• WHAT YOU HAVE TO DO:
Every entry must be duplicated word for word.

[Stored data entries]
* * * * *
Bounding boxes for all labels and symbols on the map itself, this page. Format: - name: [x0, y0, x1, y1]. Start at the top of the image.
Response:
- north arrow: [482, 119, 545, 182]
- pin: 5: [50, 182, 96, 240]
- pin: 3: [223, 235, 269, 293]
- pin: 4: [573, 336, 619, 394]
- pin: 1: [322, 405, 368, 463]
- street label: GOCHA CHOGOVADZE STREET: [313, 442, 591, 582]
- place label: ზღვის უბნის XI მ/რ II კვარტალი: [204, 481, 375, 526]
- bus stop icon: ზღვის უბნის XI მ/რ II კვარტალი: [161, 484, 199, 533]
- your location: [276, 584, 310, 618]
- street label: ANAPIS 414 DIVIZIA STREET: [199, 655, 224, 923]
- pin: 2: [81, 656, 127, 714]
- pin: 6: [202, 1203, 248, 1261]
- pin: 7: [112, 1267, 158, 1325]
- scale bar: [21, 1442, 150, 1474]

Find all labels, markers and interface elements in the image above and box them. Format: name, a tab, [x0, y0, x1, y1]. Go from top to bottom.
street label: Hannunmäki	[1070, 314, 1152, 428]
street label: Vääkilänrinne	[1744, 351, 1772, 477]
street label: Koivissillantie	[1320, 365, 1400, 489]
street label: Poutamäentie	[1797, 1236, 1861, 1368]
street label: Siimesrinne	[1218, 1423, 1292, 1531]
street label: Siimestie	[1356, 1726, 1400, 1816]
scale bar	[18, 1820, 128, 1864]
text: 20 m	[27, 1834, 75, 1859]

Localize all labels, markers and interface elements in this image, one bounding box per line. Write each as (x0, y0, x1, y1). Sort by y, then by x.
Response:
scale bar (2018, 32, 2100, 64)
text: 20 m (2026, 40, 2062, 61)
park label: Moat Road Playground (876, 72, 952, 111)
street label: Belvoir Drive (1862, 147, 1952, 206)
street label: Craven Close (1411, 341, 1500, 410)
* * * * *
• ANSWER BOX:
Bounding boxes for all labels and symbols on the map itself, this page. Format: - name: [x0, y0, x1, y1]. Start at the top of the image.
Response:
- north arrow: [482, 119, 545, 182]
- pin: 5: [50, 182, 96, 240]
- pin: 3: [223, 235, 269, 293]
- pin: 4: [573, 336, 619, 394]
- pin: 1: [322, 405, 368, 463]
- street label: GOCHA CHOGOVADZE STREET: [313, 442, 591, 582]
- place label: ზღვის უბნის XI მ/რ II კვარტალი: [204, 481, 375, 526]
- bus stop icon: ზღვის უბნის XI მ/რ II კვარტალი: [161, 484, 199, 533]
- your location: [276, 584, 310, 618]
- street label: ANAPIS 414 DIVIZIA STREET: [199, 655, 224, 923]
- pin: 2: [81, 656, 127, 714]
- pin: 6: [202, 1203, 248, 1261]
- pin: 7: [112, 1267, 158, 1325]
- scale bar: [21, 1442, 150, 1474]

Find all labels, markers and interface elements in the image above and box them. Format: name, a tab, [x0, y0, x1, y1]. Go from top to bottom.
street label: Hannunmäki	[1070, 314, 1152, 428]
street label: Vääkilänrinne	[1744, 351, 1772, 477]
street label: Koivissillantie	[1320, 365, 1400, 489]
street label: Poutamäentie	[1797, 1236, 1861, 1368]
street label: Siimesrinne	[1218, 1423, 1292, 1531]
street label: Siimestie	[1356, 1726, 1400, 1816]
scale bar	[18, 1820, 128, 1864]
text: 20 m	[27, 1834, 75, 1859]

Localize all labels, markers and interface elements in this image, one bounding box per line. Write each as (x0, y0, x1, y1). Sort by y, then by x.
Response:
scale bar (2018, 32, 2100, 64)
text: 20 m (2026, 40, 2062, 61)
park label: Moat Road Playground (876, 72, 952, 111)
street label: Belvoir Drive (1862, 147, 1952, 206)
street label: Craven Close (1411, 341, 1500, 410)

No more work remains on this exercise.